The skill teaches the agent to:
1. Gather context from the project: source code, README, help output, config files
2. Write a complete mdoc(7) man page following mdoc conventions
3. Validate with `mandoc -Tlint` (or `mansplain lint` if installed)
4. Place the file at `man/.` (section 1 for commands, 5 for config files, 7 for overviews)
The goal: every CLI project built with an AI coding agent should get a
man page as part of the standard scaffold.

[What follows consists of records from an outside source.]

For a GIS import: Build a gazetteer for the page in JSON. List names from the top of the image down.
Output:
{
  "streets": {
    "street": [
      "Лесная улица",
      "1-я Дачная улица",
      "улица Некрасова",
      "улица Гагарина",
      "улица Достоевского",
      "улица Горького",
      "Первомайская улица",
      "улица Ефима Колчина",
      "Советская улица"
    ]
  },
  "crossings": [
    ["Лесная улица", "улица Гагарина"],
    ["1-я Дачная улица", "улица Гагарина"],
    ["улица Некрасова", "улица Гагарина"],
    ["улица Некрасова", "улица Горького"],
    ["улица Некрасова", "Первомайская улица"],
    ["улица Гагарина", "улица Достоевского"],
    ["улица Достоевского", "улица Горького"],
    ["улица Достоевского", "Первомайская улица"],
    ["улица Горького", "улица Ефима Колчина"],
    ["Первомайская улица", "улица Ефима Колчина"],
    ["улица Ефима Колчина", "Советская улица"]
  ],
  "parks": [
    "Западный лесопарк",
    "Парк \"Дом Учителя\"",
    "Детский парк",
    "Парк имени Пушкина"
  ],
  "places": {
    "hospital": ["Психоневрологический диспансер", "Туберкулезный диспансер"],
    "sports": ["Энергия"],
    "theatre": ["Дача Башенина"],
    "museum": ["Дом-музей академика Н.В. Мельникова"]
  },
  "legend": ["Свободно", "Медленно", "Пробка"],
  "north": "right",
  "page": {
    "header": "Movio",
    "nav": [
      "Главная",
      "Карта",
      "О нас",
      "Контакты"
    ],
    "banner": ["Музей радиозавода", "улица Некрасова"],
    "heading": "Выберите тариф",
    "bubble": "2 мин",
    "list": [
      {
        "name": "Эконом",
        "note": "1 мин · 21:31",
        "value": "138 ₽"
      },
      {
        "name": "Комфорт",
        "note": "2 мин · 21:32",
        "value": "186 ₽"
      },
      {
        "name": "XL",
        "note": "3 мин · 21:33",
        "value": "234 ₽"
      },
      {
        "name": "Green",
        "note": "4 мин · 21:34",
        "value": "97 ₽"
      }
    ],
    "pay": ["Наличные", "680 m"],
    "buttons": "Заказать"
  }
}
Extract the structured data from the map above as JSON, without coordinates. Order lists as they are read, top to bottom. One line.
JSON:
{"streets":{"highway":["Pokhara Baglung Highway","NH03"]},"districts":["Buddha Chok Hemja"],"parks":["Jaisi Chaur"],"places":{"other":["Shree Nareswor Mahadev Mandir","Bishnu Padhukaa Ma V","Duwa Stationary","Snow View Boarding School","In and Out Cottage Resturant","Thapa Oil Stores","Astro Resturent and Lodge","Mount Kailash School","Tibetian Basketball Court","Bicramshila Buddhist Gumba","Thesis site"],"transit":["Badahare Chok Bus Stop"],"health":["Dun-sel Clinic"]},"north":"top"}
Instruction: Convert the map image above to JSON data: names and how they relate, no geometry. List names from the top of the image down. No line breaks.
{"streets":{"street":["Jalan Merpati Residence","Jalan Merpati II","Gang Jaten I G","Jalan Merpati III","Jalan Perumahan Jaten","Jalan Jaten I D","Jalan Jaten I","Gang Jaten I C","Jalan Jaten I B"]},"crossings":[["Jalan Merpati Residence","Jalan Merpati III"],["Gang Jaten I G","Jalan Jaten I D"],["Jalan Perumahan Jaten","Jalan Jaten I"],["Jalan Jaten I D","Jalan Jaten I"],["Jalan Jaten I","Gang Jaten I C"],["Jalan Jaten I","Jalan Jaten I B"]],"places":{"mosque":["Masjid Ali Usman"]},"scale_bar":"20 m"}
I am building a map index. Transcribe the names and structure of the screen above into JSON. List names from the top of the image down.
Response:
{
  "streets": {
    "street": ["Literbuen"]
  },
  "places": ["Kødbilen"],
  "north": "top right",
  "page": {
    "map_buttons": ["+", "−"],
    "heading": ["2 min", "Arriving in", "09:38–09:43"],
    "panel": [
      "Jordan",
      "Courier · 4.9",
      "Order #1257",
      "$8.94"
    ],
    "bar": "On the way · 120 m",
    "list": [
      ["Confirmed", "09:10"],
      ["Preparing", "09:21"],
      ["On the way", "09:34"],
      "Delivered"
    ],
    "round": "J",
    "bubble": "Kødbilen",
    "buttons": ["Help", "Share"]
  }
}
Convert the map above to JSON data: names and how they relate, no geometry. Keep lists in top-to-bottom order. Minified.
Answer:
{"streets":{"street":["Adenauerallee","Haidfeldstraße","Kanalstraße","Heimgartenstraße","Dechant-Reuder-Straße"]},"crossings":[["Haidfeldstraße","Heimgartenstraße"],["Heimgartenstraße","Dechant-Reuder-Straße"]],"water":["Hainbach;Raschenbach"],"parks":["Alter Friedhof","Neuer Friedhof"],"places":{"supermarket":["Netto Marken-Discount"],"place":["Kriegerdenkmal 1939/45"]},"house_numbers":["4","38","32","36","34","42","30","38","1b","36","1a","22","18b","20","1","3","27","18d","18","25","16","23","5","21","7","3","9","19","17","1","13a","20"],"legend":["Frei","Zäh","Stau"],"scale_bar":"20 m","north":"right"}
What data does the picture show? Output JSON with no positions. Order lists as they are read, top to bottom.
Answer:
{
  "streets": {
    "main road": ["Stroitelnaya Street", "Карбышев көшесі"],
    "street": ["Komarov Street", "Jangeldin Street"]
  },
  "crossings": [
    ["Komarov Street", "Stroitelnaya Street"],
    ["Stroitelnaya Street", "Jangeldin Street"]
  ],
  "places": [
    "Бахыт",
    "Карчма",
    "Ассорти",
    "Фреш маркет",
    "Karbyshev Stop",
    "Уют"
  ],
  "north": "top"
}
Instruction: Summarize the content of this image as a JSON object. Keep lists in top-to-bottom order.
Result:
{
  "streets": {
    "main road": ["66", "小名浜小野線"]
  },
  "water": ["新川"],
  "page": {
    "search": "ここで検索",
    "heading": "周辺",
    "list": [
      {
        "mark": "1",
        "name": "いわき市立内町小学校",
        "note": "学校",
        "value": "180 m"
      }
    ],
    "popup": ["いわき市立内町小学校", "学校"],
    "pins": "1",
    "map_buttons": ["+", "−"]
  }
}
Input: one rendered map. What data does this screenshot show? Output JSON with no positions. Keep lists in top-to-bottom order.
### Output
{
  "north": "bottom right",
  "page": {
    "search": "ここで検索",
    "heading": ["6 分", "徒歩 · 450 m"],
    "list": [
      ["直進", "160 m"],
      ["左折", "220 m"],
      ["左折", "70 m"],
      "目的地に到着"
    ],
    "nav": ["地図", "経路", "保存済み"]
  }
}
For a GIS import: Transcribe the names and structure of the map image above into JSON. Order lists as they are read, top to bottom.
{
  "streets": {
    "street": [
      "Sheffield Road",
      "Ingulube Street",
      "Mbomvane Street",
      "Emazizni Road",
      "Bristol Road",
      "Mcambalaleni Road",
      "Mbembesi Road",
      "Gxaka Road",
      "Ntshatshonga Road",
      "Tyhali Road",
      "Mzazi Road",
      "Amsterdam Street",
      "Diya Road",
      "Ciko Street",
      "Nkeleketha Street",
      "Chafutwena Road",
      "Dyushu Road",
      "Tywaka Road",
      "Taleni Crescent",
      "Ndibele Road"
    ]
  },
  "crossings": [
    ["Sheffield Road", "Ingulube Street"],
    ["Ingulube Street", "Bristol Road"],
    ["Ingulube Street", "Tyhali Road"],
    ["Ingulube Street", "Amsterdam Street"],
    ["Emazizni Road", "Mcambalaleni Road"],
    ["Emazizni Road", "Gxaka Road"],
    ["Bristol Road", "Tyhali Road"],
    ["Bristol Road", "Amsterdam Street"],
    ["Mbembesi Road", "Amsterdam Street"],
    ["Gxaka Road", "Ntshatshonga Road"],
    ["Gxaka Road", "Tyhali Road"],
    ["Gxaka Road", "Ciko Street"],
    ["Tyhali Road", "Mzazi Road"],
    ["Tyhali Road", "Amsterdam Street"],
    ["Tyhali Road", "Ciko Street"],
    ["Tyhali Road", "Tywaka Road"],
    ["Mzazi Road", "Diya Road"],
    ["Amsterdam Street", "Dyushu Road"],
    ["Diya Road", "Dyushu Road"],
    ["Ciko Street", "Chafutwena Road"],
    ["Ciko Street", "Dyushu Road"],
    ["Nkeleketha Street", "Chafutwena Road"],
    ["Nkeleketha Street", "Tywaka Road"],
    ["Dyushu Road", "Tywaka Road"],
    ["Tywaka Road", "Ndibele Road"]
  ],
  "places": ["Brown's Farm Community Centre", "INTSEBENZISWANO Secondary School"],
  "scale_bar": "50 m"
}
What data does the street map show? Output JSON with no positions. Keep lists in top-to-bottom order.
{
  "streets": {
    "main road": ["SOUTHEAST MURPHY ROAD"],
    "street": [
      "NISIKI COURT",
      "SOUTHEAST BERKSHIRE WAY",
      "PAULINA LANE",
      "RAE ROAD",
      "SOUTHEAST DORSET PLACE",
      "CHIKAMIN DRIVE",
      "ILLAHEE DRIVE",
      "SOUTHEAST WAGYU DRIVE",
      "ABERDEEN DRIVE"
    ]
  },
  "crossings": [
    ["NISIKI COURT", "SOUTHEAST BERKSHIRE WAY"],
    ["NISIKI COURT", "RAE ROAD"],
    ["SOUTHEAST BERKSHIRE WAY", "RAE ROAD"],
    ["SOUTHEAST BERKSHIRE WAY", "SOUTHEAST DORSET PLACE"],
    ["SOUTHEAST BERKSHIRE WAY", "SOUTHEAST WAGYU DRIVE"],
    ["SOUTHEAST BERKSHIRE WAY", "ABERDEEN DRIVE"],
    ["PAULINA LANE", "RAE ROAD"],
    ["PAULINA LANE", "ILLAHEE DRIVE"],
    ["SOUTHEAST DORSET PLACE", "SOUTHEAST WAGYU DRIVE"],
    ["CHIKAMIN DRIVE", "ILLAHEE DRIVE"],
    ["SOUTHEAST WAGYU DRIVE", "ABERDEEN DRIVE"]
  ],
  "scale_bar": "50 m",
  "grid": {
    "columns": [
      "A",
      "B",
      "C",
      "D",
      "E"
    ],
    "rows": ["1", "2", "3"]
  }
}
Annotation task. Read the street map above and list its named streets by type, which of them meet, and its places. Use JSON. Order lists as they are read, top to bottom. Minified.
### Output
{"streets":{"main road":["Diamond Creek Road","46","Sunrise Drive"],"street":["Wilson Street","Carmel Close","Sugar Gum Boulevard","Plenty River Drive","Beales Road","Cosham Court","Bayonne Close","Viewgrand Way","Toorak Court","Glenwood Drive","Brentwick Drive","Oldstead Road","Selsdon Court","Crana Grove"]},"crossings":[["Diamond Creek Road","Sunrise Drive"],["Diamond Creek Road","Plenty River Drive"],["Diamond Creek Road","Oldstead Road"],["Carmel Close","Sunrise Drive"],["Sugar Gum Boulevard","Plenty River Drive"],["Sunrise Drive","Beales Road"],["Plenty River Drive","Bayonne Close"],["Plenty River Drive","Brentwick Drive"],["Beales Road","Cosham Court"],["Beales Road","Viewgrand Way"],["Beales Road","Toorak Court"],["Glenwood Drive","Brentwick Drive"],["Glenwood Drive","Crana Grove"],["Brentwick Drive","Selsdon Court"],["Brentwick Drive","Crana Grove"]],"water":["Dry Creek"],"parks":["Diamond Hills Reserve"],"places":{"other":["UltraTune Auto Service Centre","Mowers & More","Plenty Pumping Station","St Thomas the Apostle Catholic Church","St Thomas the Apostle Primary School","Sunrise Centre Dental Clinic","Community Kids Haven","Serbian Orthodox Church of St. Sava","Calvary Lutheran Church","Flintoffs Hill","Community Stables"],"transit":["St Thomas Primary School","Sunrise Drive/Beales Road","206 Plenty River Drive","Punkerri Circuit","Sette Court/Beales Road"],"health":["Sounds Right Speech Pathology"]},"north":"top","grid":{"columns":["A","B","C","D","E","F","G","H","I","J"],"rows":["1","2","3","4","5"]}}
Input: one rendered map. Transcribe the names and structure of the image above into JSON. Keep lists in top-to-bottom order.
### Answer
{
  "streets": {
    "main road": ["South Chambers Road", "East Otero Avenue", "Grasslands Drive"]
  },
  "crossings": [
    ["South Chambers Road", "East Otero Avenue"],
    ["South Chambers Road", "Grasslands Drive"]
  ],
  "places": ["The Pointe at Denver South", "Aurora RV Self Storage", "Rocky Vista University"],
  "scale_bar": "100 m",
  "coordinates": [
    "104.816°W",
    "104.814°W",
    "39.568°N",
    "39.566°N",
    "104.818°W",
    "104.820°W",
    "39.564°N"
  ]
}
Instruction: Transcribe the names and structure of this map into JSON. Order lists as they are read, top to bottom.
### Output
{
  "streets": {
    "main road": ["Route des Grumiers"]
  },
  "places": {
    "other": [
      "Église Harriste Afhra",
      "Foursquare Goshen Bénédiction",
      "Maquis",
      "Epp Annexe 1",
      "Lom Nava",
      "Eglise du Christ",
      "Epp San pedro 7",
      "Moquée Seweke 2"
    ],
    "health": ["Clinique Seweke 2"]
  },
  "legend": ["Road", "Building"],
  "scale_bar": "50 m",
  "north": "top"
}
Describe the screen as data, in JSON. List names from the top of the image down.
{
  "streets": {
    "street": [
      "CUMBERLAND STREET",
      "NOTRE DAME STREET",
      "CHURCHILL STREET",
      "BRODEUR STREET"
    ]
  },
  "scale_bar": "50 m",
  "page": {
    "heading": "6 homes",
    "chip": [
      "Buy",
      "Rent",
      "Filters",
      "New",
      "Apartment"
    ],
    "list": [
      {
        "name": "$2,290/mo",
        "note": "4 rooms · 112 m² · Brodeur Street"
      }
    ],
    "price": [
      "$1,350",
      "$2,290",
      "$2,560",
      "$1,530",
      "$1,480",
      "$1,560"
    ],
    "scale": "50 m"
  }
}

If agents know how to write
README.md, they should know how to write a man page too.
## Commands
| Command | Description |
|---------|-------------|
| `generate` | Generate a man page from source material via LLM |
| `convert` | Convert ronn-format markdown to mdoc (no LLM required) |
| `lint` | Validate man page structure and completeness |
| `install` | Install a man page so man(1) can find it |
| `configure` | Interactively set up the LLM connection |
Use `generate --dry-run` to see the assembled prompt without calling the API.
## Configuration
mansplain reads configuration from (highest priority first):
1. CLI flags (`--base-url`, `--api-key`, `--model`)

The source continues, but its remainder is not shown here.